(Exercise instructions): Write out word for word each line from the top of the material through the line that has "position:absolute; left:15px; bottom:12px;". Pictures do not go in.

(Listed entries):
----
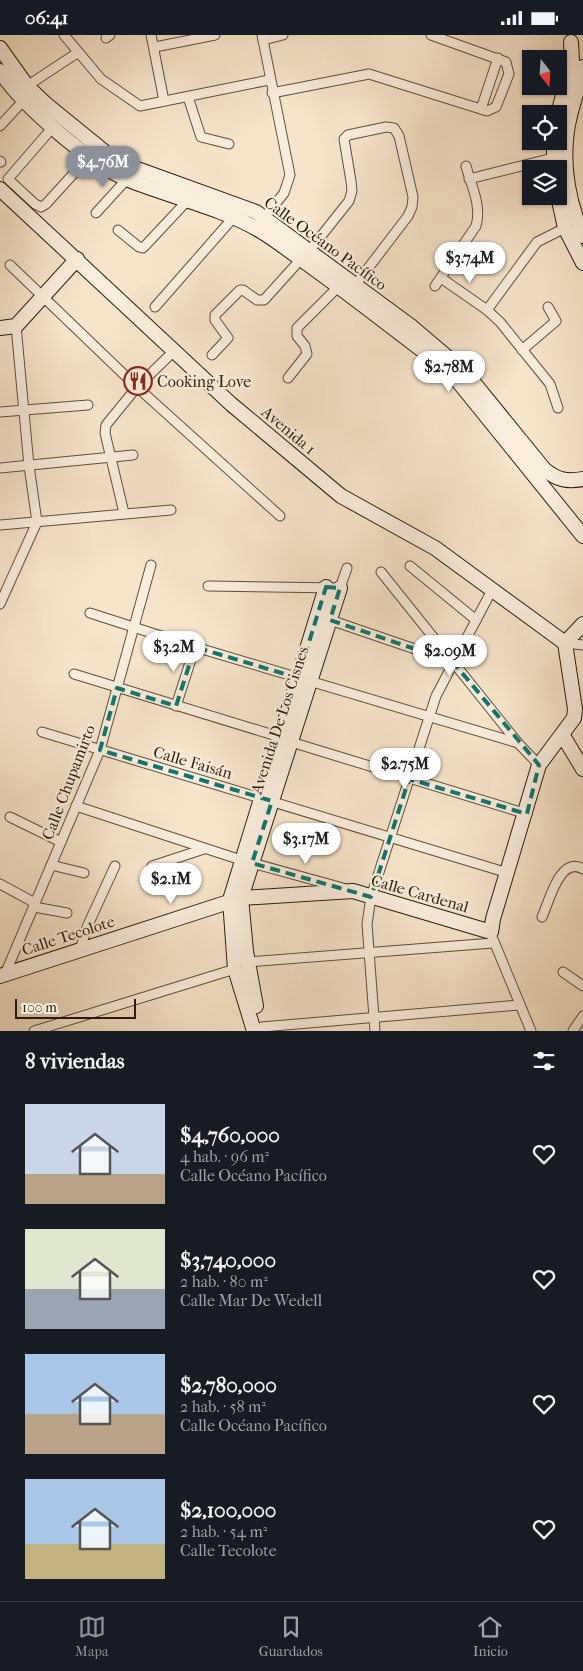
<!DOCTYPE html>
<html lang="es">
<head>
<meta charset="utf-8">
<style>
	body { margin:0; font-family:"IM FELL French Canon",serif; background:#20242c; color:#f1f3f6; height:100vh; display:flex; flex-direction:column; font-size:19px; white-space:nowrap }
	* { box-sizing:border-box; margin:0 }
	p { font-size:16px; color:#9ea1a6 }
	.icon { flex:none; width:28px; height:28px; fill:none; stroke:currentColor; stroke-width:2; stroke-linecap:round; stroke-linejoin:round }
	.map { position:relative; height:996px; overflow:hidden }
	.drawer { display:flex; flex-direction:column; background:#171b24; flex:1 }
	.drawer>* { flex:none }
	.needle { width:32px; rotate:163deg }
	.controls { position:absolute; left:522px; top:15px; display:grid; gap:10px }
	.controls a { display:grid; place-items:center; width:45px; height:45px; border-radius:0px; background:#171b24; box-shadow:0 1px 4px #0004; font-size:25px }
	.scale { position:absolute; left:15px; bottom:12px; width:121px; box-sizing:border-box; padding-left:5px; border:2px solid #2e1b07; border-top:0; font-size:14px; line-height:18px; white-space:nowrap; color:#2e1b07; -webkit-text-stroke:4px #f9eedd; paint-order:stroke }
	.price { position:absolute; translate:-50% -42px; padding:0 11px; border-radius:18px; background:#fff; color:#222; font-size:16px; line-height:32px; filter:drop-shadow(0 1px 2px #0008) }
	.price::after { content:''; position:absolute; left:50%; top:30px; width:15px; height:11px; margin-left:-8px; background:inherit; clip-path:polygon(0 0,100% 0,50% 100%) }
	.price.on { background:#8c9099; color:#fff }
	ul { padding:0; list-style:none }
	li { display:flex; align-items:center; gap:15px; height:125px; padding:0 25px }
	li span { display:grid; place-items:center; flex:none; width:140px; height:100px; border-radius:0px; color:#555 }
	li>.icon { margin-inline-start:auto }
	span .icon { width:60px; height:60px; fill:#fffc; stroke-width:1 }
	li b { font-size:21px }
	h2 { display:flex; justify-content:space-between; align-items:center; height:60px; padding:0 25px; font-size:21px }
	.status { display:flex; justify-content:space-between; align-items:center; height:35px; padding:0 25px; background:#171b24; direction:ltr }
	.status svg { height:14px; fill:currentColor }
	.menu { display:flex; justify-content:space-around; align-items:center; height:70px; border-top:1px solid #363941; background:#171b24; font-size:14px; color:#9ea1a6 }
	.menu a { display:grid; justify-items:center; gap:2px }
	.menu .on { color:#8c9099 }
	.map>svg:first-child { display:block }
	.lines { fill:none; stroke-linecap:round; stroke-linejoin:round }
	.street-casing { stroke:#604e38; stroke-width:11 }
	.secondary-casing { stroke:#2e1b07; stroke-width:16 }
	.street { stroke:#f9eedd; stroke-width:9 }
	.secondary { stroke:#f9eedd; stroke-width:14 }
	.marked { fill:none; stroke:#0f766e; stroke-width:4; stroke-dasharray:10 6; stroke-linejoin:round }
	.labels { text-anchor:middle; stroke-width:4.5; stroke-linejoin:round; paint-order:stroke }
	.street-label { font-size:16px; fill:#2e1b07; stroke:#f9eedd }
	.poi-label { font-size:16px; fill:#2e1b07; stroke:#f9eedd; text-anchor:start }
</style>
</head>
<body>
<div class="status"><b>06:41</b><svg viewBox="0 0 49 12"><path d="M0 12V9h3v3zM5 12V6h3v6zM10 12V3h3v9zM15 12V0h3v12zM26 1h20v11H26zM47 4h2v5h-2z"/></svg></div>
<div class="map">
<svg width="583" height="996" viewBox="0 0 583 996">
	<rect width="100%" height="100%" fill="#f6e5ca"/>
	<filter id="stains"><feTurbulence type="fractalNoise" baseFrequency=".004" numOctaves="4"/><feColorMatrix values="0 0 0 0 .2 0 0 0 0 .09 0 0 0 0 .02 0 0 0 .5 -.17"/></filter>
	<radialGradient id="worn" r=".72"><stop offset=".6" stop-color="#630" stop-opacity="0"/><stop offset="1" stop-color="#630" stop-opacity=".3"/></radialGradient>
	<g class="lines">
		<defs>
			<g id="street">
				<path d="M 64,0 L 101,44 L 140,71 L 269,45"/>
				<path d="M 151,0 L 164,66"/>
				<path d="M 262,0 L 290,140 L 284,158 L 265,182"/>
				<path d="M 106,3 L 110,0"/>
				<path d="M 263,5 L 283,0"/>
				<path d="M 155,12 L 215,0"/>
				<path d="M 27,51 L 77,18"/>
				<path d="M 272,58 L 369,39 L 487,76 L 496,72 L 509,39 L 506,27 L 431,0"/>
				<path d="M 188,62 L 201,102 L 229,109"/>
				<path d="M 481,74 L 498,23"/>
				<path d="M 0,91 L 24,65"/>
				<path d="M 53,92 L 8,144 L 35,169 L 41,172 L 46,169 L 76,136"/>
				<path d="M 0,126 L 1,127"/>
				<path d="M 469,144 L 553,123"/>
				<path d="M 96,178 L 127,144"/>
				<path d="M 118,195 L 139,212 L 143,213 L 188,165"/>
				<path d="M 310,215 L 349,166 L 352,156 L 351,146 L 344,104 L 348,100 L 386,92 L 394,93 L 399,101 L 413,162 L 412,172 L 408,181 L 356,249"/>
				<path d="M 10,230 L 137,352 L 280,481"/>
				<path d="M 441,243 L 487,275 L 500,287 L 550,349 L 558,373"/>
				<path d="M 435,251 L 476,191 C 482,171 471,150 466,131"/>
				<path d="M 155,272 L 233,183"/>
				<path d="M 487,275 L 537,207 L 565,193"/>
				<path d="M 522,315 L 556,286 L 548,272"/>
				<path d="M 212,320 L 228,303 L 215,285 L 215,280 L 240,255 L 243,255 L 257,265 L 264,265 L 301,224"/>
				<path d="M 288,343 L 307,319 L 305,311 L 297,301 L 297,293 L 339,251"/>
				<path d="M 0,377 L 88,370"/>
				<path d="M 0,433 L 133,420"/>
				<path d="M 124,478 L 105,398 L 106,390 L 137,352 L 175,315"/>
				<path d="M 0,490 L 171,475"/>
				<path d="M 410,531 L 476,585"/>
				<path d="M 381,537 L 518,708 L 539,730"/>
				<path d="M 208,551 L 340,553 L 347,533"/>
				<path d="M 0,569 L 37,487 L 29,431 L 16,291"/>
				<path d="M 90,578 L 195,612 L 518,708"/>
				<path d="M 330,585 L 453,627"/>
				<path d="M 565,608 L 583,610"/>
				<path d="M 74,639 L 280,702"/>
				<path d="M 176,671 L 195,612"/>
				<path d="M 42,697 L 508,838"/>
				<path d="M 291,707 L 527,779"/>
				<path d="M 76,771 L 241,825"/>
				<path d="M 10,782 L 61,807"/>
				<path d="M 252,828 L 343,853"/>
				<path d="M 51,830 L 84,838"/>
				<path d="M 152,831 L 204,814"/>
				<path d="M 0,849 L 35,868"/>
				<path d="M 34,872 L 67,878"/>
				<path d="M 542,882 C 549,867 560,820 583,834"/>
				<path d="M 493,904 L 531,996"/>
				<path d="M 80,915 L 87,892 L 115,831"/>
				<path d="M 247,927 L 493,908"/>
				<path d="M 563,937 L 583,951"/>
				<path d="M 5,939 L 100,715 L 151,530"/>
				<path d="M 34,996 L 235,934"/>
				<path d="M 256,996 L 262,992 L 519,970"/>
				<path d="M 375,996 L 367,889 L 371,862 L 436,661 L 492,555"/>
				<path d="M 573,996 L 583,981"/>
			</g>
			<g id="secondary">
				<path d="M 0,13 L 27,51 L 47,70 L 106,118 L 132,132 L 256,177 L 412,292 L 465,337 L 544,434 C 557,445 567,447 583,444"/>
				<path d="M 583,32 C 579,53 570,74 567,96 C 562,131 569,168 583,201"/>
				<path d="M 0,36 C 22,70 91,130 129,145 C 171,162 219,172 259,195 C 276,205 292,218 309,230 C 355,263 399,298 444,332 L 457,345 L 583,501"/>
				<path d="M 558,79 L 572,27 L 571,7"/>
				<path d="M 554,134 L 554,106"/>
				<path d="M 0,154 L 231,369 L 341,461 L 435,513 L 565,608"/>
				<path d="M 558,161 L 565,193 L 583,228"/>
				<path d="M 0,293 L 16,291 L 77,224"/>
				<path d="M 565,608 L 583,589"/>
				<path d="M 563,701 L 583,734"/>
				<path d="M 0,941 L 241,863 L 353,856 L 491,897 L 493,884 L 539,730 L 574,683 L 575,674 L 565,608"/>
				<path d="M 256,971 L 246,916 L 241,863 L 340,553"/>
				<path d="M 254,996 L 235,934 L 230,865 L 326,552"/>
			</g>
		</defs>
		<use href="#street" class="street-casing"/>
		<use href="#secondary" class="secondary-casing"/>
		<use href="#street" class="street"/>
		<use href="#secondary" class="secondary"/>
	</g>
	<path class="marked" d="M 326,552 L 340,553 L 330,585 L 453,627 L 539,730 L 527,779 L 409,744 L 371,862 L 252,828 L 272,766 L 100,715 L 117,653 L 176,671 L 195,612 L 298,643 Z"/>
	<defs>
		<symbol id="restaurant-ring" viewBox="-11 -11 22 22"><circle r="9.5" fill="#f9eedd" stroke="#8f2418" stroke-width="1.5"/><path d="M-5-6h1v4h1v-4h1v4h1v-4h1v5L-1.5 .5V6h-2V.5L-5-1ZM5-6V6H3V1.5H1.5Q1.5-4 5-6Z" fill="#8f2418"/></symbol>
	</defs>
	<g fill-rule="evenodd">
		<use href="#restaurant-ring" x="122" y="330" width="32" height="32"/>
	</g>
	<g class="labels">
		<g class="street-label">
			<text transform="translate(326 208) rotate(36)" y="6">Calle Océano Pacífico</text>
			<text transform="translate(289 395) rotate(40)" y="6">Avenida 1</text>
			<text transform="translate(279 685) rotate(-72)" y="6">Avenida De Los Cisnes</text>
			<text transform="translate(193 727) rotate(16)" y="6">Calle Faisán</text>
			<text transform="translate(68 747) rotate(-69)" y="6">Calle Chupamirto</text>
			<text transform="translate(420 858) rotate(16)" y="6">Calle Cardenal</text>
			<text transform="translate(68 900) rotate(-18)" y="6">Calle Tecolote</text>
		</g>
		<g class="poi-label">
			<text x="157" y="352">Cooking Love</text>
		</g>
	</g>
	<rect width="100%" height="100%" filter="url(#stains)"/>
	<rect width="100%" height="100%" fill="url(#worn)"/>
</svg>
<div class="controls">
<a><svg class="needle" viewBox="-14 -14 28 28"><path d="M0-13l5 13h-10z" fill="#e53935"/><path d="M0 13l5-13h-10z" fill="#9ea1a6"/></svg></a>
<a><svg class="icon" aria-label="locate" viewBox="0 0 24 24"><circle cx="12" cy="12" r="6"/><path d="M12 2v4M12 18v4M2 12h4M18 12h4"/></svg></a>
<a><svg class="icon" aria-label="layers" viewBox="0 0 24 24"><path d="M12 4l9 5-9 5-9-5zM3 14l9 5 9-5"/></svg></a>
</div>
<div class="scale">100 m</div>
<b class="price on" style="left:103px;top:153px">$4.76M</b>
<b class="price" style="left:470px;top:249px">$3.74M</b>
<b class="price" style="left:449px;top:358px">$2.78M</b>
<b class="price" style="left:174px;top:638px">$3.2M</b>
<b class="price" style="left:450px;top:642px">$2.09M</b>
<b class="price" style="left:405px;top:755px">$2.75M</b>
<b class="price" style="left:306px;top:830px">$3.17M</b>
<b class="price" style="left:171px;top:870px">$2.1M</b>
</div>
<section class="drawer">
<h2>8 viviendas<svg class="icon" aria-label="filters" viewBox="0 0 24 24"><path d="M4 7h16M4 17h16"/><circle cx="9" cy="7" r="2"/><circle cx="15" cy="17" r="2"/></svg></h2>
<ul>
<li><span style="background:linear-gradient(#c9d6e8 70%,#b9a48a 0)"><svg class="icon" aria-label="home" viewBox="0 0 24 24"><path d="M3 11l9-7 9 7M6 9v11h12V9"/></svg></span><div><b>$4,760,000</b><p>4 hab. · 96 m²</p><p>Calle Océano Pacífico</p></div><svg class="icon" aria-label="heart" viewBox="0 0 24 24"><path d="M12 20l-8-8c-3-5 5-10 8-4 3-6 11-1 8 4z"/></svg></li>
<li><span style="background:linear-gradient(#dfe7d0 60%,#9aa5b1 0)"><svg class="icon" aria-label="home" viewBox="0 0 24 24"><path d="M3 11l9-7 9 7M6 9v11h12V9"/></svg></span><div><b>$3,740,000</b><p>2 hab. · 80 m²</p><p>Calle Mar De Wedell</p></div><svg class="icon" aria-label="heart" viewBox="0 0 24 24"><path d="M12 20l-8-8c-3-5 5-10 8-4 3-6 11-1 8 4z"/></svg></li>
<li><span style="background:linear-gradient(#a9c7e8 60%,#b9a48a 0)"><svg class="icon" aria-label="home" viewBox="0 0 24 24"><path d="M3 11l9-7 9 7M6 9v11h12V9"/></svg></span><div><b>$2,780,000</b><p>2 hab. · 58 m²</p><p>Calle Océano Pacífico</p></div><svg class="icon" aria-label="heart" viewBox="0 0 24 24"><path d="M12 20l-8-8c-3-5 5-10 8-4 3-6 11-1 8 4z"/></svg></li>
<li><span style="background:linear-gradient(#a9c7e8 65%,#c2b280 0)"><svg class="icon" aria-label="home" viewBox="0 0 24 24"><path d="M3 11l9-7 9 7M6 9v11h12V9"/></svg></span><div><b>$2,100,000</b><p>2 hab. · 54 m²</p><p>Calle Tecolote</p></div><svg class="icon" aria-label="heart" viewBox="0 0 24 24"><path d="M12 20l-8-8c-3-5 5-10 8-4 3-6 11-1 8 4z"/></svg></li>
</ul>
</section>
<nav class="menu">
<a class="on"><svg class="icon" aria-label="map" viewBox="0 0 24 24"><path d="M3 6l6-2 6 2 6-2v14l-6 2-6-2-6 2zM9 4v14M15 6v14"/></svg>Mapa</a>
<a><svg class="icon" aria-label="saved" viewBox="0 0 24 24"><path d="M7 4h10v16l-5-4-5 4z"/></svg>Guardados</a>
<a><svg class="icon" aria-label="home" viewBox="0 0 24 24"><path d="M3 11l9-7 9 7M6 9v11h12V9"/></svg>Inicio</a>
</nav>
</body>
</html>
----
(Response to the task):
<!DOCTYPE html>
<html lang="es">
<head>
<meta charset="utf-8">
<style>
	body { margin:0; font-family:"IM FELL French Canon",serif; background:#20242c; color:#f1f3f6; height:100vh; display:flex; flex-direction:column; font-size:19px; white-space:nowrap }
	* { box-sizing:border-box; margin:0 }
	p { font-size:16px; color:#9ea1a6 }
	.icon { flex:none; width:28px; height:28px; fill:none; stroke:currentColor; stroke-width:2; stroke-linecap:round; stroke-linejoin:round }
	.map { position:relative; height:996px; overflow:hidden }
	.drawer { display:flex; flex-direction:column; background:#171b24; flex:1 }
	.drawer>* { flex:none }
	.needle { width:32px; rotate:163deg }
	.controls { position:absolute; left:522px; top:15px; display:grid; gap:10px }
	.controls a { display:grid; place-items:center; width:45px; height:45px; border-radius:0px; background:#171b24; box-shadow:0 1px 4px #0004; font-size:25px }
	.scale { position:absolute; left:15px; bottom:12px; width:121px; box-sizing:border-box; padding-left:5px; border:2px solid #2e1b07; border-top:0; font-size:14px; line-height:18px; white-space:nowrap; color:#2e1b07; -webkit-text-stroke:4px #f9eedd; paint-order:stroke }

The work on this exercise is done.